De Franse post was de eerste die met een officieel strookje uitkwam. dit eerste officiële strookje is uitgegeven in 1918; de achtergrondkleur is hier donkerrood; pas in 1929 wordt de kleur blauw.
Op zich niet verbazingwekkend, omdat er veel luchtvaartpioniers uit Frankrijk kwamen en omdat na afloop van W.O. I St. Nazaire een belangrijke aan- en afvoerhaven was voor het Amerikaanse leger. Tussen Parijs en St. Nazaire was er al snel een frequente luchtpostverbinding. De ontwikkeling van de luchtvaart was niet meer te stuiten en overal zag men de voordelen in van een snelle postverbinding, meestal met een buitenland. De een na de andere postdienst gaf een officieel luchtpoststrookje uit. Dit behoorde tweetalig te zijn: in het Frans ‘par avion’ omdat Frans de overeengekomen internationale posttaal is, en verder in de landstaal. Officiële strookjes in slechts de landstaal waren alleen voor binnenlands gebruik. Hierop vormen de Franstalige landen uiteraard de uitzondering. Maar het is de vraag of deze regel wel zo strikt gevolgd is. In de V.S., het land dat het meest ontwikkelde luchtverkeer had, zijn ook officiële strookjes uitgegeven met alleen de aanduiding “Air Mail”. Engeland heeft pas vanaf 1927 de aanduiding ‘par avion’ op de officiële etiketten bijgevoegd. Hoewel er dus officiële strookjes zijn, gratis verkrijgbaar op de postkantoren, is het gebruik daarvan niet verplicht. Derhalve zijn er veel strookjes met een reclamedoel: uiteraard en (vooral vroeger) de vele luchtvaartmaatschappijen. De K.L.M. bijvoorbeeld kon niet wachten op het eerste Nederlandse officiële strookje en bracht rond september 1920 al zelf hun eerste strookje uit en was hiermee het eerste commerciële bedrijf dat zoiets deed.

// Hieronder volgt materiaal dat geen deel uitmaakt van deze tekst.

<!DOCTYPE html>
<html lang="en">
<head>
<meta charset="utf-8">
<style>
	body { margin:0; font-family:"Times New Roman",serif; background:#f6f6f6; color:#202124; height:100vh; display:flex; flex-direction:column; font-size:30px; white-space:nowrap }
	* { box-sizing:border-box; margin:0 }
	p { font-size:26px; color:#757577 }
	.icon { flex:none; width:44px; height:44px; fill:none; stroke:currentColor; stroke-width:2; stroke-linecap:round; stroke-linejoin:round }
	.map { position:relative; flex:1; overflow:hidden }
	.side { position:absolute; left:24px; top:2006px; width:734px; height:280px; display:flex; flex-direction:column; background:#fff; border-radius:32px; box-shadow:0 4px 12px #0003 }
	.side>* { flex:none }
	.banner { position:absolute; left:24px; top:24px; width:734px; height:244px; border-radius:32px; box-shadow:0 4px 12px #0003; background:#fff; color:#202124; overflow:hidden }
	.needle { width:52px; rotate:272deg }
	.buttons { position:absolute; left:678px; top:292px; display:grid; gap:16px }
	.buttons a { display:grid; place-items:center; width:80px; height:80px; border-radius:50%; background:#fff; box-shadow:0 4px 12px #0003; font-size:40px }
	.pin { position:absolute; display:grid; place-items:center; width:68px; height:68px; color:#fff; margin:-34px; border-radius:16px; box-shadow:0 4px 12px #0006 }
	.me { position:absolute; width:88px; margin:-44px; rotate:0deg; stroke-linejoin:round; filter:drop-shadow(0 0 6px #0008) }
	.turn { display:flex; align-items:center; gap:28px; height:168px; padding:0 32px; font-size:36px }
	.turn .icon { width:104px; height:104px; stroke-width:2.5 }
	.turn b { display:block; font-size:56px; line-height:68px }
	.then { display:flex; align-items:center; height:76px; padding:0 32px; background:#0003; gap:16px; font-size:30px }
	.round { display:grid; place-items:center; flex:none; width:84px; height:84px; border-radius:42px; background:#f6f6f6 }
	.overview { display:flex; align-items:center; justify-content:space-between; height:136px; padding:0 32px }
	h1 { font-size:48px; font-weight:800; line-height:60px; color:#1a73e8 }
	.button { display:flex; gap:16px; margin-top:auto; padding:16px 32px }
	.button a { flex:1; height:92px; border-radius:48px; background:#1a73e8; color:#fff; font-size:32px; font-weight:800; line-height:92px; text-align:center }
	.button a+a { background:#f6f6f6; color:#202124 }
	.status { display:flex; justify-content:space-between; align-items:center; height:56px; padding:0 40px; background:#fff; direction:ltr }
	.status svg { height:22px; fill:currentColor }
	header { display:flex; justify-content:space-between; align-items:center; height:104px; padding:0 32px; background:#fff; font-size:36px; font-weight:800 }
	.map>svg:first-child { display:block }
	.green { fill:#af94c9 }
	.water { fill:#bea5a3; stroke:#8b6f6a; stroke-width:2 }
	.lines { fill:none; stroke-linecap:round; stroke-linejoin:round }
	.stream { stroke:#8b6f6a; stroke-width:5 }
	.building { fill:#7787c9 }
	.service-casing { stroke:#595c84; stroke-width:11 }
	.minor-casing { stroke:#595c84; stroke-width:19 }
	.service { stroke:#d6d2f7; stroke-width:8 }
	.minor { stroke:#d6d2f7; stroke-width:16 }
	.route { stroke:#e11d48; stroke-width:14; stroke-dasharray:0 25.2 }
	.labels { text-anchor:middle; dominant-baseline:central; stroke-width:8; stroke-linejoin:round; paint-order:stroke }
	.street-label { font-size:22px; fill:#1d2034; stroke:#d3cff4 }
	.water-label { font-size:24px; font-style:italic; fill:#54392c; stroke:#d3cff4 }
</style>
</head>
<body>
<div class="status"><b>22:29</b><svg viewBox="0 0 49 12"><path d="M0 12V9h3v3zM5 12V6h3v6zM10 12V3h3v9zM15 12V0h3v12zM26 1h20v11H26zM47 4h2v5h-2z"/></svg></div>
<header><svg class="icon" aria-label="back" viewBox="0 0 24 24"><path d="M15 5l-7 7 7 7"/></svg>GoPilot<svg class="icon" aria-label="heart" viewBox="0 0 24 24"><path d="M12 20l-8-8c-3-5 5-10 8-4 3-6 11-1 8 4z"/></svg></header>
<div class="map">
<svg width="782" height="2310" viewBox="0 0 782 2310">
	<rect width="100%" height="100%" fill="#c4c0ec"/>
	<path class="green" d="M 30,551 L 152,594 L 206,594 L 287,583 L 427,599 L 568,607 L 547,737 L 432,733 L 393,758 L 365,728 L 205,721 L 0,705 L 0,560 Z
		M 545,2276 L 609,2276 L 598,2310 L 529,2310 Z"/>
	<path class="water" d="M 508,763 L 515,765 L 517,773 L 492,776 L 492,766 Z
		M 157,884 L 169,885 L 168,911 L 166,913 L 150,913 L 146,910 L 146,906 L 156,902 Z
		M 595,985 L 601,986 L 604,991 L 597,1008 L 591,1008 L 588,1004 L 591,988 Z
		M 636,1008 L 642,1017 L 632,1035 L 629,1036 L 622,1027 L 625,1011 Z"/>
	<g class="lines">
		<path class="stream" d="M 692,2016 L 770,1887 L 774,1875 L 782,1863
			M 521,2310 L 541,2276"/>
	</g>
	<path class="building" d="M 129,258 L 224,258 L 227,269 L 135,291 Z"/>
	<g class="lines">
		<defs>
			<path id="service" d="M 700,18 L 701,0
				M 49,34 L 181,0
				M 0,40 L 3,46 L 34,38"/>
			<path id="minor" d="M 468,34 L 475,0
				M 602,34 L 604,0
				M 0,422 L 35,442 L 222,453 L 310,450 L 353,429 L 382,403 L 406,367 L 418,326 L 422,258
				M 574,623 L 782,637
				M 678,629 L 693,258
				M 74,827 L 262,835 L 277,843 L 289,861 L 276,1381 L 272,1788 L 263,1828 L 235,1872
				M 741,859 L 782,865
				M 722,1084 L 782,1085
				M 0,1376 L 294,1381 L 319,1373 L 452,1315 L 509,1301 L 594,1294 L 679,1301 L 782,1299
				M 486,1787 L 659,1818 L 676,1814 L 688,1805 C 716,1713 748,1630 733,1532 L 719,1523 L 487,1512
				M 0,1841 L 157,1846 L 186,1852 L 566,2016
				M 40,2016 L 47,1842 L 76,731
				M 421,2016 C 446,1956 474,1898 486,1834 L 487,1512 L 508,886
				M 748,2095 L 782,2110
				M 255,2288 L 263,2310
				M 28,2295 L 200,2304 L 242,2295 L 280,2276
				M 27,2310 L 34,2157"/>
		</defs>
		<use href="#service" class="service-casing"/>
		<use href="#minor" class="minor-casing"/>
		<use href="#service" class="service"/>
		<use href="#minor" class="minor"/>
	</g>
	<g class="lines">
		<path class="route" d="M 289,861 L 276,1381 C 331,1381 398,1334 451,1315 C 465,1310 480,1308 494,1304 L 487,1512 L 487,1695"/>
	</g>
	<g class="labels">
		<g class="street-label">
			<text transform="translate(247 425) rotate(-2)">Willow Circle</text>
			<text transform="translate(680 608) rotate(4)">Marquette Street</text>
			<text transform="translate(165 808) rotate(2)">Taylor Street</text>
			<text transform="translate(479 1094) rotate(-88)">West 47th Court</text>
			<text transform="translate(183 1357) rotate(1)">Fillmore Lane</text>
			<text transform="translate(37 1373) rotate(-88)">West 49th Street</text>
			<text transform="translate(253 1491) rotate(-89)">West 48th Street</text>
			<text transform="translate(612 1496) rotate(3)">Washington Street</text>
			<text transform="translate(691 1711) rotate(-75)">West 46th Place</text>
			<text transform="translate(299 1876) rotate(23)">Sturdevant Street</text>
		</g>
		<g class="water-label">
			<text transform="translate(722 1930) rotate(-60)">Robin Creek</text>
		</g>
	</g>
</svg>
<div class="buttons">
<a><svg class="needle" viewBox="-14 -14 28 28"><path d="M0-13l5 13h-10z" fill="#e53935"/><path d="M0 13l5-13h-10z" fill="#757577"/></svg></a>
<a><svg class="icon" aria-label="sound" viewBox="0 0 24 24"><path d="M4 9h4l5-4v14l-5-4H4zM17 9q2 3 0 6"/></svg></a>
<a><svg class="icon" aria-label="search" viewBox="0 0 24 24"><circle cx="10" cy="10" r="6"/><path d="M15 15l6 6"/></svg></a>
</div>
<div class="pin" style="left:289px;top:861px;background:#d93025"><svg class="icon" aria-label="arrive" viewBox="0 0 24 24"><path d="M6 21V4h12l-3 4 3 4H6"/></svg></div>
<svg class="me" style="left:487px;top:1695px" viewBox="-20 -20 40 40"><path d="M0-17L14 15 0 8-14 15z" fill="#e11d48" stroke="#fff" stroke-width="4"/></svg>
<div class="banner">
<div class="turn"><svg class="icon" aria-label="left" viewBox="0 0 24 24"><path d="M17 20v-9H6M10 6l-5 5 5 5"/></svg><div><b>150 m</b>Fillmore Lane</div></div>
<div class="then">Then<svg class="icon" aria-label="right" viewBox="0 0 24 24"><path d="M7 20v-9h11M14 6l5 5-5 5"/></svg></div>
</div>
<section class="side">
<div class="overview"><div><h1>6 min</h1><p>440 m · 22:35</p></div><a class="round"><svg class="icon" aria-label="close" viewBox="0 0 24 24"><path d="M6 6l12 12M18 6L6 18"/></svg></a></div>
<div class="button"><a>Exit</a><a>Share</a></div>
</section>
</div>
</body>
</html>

tot ongeveer 1962 heeft de KLM in ieder geval 32 verschillende strookjes uitgegeven; dikwijls was een strookje speciaal voor de bepaalde groep gebruikers bestemd, bijv. gebruikers in Palestina, Strait Settlements, of Uruguay.
Daarnaast gaven hotels dikwijls bij hun eigen postpapier ook een eigen strookje. De hoogtijdagen van deze verscheidenheid ligt jammer genoeg achter ons. Naarmate het gebruik van luchtpost goedkoper en gewoner wordt, worden de strookjes ook gewoner of functioneler, al blijft er een grote verscheidenheid. Firma’s die stationary aanbieden, zagen en zien een markt in de verkoop van strookjes en met name in de V.S. is er een ongekende variëteit, die via (kantoor)boekhandels wordt gedistribueerd. Het meest voorkomende type met talloze grotere en kleinere verschillen in formaat, lettertype, e.d. is het volgende:
Verder allerlei ondernemingen en meer ideëel gerichte instanties.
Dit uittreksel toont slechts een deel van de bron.